Research & Papers

LLM rankings are not a ladder: experimental results from a transitive benchmark graph [D]

94% of weak-to-strong model pairs are reachable through benchmark win chains.

Deep Dive

Reddit user Spico197 introduced LLM Win, a website that converts LLM benchmark results into a directed graph. In this graph, if model A outperforms model B on any benchmark, an edge A → B is added. The tool then searches for the shortest transitive chain between any two models, revealing absurd but statistically robust connections, such as LLaMA 2 7B beating Claude Opus 4.7 via a series of benchmark wins. Analysis of 126,937 weak-to-strong pairs (where the source has a lower Intelligence Index than the target) found 94.2% are reachable through these chains, with 91.4% of paths requiring only 2-3 hops. This indicates the structure is not due to cherry-picking long chains.

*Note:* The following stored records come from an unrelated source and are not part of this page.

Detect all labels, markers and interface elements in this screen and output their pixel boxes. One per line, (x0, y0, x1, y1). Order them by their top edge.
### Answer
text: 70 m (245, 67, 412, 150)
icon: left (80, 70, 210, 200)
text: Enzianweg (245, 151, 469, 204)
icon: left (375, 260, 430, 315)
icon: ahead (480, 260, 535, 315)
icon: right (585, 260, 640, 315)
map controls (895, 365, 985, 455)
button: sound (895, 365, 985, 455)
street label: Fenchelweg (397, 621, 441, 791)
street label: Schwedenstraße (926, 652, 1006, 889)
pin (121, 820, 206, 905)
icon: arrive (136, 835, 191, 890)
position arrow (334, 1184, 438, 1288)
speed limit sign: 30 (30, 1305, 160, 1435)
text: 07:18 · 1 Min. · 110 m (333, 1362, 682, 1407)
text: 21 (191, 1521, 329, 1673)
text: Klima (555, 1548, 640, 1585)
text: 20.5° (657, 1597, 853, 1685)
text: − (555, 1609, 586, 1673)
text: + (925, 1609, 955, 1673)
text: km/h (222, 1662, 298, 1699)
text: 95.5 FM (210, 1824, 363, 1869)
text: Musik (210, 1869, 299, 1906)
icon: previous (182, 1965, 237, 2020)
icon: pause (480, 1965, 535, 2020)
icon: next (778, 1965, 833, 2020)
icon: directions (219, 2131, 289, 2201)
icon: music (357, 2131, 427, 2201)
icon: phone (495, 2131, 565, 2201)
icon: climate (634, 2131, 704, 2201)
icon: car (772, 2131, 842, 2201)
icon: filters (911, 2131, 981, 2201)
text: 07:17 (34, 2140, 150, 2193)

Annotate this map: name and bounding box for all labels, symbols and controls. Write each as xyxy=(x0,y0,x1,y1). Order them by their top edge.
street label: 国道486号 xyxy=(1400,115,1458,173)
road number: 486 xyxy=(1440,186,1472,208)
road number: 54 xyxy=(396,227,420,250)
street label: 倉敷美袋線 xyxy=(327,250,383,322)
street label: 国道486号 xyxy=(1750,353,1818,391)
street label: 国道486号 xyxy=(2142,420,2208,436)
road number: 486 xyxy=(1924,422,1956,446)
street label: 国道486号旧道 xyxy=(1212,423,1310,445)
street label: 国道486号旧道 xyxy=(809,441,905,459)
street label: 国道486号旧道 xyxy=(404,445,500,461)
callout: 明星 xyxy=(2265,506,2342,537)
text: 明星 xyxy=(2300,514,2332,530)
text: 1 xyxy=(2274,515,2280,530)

The study also identified thousands of direct reversal triples—cases where a weaker model scores higher than a stronger one on a specific benchmark. Benchmarks with high reversal rates include Humanity's Last Exam, IFBench, AIME 2025, TAU2, and SciCode. For example, IFBench shows a 17.5% reversal rate with 80% coverage and a correlation of r≈0.82 with the Intelligence Index, suggesting it measures an independent skill rather than just replicating overall rankings. Spico197 concludes that LLM rankings are better represented as benchmark-specific capability graphs, not a single ladder, and poses the question: is this reversal structure a useful evaluation signal or just noise from imperfect benchmarks?

Key Points
  • 94.2% of weak-to-strong model pairs are reachable via benchmark transitive chains, with 91.4% requiring only 2-3 hops.
  • High-reversal benchmarks include Humanity's Last Exam, IFBench, AIME 2025, TAU2, and SciCode, with IFBench showing a ~17.5% reversal rate.
  • The findings suggest LLM evaluation should use capability graphs rather than a single ladder, potentially improving specialist identification and benchmark design.

Why It Matters

For AI evaluators, this challenges single-benchmark leaderboards and points to multidimensional capability assessment.